DATA FOR ANALYSIS —
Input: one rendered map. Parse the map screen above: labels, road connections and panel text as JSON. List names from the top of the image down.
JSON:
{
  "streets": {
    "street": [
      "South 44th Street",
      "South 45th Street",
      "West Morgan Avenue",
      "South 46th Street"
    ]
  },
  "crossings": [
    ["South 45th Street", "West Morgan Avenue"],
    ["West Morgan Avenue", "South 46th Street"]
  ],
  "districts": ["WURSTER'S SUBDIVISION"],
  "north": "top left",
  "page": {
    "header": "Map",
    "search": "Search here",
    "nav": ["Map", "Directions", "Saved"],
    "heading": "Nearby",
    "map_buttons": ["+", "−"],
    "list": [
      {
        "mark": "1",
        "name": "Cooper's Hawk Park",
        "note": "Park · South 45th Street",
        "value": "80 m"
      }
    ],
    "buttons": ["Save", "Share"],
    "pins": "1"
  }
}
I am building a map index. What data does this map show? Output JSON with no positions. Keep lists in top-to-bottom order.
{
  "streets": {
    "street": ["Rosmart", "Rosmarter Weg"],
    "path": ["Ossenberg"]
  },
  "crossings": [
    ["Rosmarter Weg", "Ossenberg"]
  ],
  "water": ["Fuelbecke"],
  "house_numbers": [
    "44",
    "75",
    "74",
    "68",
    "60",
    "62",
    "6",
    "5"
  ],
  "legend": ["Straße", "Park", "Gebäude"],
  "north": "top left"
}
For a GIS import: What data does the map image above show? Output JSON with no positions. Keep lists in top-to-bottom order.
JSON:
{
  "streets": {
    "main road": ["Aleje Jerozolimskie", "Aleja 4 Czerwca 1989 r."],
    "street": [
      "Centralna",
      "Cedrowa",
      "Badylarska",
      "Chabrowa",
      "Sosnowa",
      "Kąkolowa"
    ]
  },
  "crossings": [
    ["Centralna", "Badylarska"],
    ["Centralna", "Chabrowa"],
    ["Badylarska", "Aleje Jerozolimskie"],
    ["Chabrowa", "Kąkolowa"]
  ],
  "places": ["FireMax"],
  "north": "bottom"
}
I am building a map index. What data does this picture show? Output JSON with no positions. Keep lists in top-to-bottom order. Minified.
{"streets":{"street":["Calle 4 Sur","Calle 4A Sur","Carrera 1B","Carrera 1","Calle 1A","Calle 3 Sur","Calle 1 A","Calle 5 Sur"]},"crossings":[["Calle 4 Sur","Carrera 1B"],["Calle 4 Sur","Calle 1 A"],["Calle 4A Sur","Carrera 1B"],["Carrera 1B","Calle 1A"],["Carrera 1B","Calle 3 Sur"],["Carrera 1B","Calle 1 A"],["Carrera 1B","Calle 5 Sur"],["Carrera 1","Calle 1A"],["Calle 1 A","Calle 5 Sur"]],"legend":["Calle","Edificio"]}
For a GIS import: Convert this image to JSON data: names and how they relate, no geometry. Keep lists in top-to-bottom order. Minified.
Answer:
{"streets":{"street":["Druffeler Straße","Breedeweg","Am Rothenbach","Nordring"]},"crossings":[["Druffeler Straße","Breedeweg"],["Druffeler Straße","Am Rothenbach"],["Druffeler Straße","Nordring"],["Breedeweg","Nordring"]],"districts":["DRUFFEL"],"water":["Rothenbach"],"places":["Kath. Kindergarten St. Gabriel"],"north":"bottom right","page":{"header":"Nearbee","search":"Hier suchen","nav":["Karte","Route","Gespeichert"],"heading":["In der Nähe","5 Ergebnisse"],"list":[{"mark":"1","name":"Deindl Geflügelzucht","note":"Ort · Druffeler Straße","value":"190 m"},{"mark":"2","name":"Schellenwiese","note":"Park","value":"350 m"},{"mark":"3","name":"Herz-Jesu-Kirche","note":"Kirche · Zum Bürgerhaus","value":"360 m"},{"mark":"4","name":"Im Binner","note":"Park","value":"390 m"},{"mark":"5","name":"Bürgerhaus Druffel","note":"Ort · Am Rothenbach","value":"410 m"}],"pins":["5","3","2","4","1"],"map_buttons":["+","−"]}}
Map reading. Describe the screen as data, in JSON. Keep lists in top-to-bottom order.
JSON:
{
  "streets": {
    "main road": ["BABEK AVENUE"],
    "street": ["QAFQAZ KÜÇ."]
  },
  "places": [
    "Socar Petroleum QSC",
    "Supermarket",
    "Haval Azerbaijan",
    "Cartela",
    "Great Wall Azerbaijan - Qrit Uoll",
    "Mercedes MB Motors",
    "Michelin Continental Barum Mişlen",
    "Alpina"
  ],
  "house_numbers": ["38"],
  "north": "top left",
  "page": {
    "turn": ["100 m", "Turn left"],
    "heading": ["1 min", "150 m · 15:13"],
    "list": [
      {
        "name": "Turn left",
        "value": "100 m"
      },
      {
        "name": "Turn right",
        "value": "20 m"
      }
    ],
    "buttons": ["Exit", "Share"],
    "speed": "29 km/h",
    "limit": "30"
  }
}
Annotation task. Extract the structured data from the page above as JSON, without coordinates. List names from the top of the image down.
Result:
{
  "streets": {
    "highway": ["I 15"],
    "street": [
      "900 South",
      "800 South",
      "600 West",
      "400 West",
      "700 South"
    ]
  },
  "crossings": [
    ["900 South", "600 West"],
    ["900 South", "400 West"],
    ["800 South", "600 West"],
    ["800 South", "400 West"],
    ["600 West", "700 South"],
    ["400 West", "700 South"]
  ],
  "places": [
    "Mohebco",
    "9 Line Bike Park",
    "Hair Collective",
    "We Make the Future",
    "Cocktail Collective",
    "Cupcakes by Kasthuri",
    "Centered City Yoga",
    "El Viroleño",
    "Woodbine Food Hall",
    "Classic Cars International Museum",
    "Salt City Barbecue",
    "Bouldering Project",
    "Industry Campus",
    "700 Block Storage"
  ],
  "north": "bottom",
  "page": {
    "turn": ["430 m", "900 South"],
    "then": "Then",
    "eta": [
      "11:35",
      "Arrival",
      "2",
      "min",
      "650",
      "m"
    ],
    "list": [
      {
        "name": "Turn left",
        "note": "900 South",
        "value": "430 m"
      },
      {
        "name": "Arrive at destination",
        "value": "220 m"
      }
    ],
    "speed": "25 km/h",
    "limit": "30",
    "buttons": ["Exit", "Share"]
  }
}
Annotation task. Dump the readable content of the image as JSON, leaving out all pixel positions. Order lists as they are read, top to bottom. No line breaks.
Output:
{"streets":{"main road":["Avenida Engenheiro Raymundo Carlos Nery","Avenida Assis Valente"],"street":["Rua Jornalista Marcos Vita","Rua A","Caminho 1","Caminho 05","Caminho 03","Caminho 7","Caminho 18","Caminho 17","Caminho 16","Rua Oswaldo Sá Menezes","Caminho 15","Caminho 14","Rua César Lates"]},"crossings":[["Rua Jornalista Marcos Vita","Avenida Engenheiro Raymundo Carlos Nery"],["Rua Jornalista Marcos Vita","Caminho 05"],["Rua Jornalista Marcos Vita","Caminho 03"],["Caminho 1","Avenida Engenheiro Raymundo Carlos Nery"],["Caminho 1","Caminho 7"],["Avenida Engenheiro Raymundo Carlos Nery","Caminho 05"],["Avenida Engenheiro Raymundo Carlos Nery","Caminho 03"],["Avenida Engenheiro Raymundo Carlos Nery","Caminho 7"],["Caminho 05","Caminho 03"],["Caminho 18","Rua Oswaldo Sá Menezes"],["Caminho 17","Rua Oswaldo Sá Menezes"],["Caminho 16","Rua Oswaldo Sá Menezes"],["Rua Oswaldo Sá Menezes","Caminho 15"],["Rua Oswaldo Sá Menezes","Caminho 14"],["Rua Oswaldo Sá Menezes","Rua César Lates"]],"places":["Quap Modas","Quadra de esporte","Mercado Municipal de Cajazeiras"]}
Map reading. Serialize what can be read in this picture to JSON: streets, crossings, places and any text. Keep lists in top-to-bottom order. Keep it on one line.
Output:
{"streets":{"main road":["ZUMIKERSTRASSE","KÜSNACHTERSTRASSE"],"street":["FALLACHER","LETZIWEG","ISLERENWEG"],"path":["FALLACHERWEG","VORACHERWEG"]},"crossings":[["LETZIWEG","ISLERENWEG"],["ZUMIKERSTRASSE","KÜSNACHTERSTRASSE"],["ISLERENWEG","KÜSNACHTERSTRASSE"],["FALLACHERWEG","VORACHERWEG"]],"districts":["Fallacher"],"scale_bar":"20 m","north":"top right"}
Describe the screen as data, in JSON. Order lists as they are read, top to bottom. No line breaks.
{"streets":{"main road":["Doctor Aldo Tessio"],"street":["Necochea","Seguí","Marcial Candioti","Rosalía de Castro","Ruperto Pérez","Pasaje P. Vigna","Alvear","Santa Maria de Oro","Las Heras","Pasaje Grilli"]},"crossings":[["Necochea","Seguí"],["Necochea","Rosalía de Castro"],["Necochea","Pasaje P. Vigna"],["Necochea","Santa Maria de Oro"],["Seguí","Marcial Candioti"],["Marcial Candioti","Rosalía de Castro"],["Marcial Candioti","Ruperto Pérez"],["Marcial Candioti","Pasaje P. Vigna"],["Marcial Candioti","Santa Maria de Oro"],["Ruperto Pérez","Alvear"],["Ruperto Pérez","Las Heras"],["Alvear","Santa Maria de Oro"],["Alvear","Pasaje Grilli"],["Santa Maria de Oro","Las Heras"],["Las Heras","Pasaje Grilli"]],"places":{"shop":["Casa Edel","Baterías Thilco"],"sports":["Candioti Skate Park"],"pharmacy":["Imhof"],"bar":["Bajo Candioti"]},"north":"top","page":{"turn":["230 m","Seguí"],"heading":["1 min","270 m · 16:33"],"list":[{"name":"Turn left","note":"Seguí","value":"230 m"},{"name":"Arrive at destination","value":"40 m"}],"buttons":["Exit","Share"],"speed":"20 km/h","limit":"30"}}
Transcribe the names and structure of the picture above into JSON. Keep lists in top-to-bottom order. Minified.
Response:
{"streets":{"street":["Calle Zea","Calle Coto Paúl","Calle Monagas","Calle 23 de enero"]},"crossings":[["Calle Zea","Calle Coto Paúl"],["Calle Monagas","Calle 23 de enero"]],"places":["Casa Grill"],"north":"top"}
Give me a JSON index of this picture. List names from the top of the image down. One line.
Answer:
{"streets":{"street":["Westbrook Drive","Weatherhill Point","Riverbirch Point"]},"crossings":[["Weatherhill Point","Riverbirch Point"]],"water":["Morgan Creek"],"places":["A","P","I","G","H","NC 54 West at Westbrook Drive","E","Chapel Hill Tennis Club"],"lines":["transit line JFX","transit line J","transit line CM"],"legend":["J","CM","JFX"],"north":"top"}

DIRECTIONS FOR THIS TASK — Only the number is wanted: how many lines in the listing hold "import"?

ANSWER BELOW — 2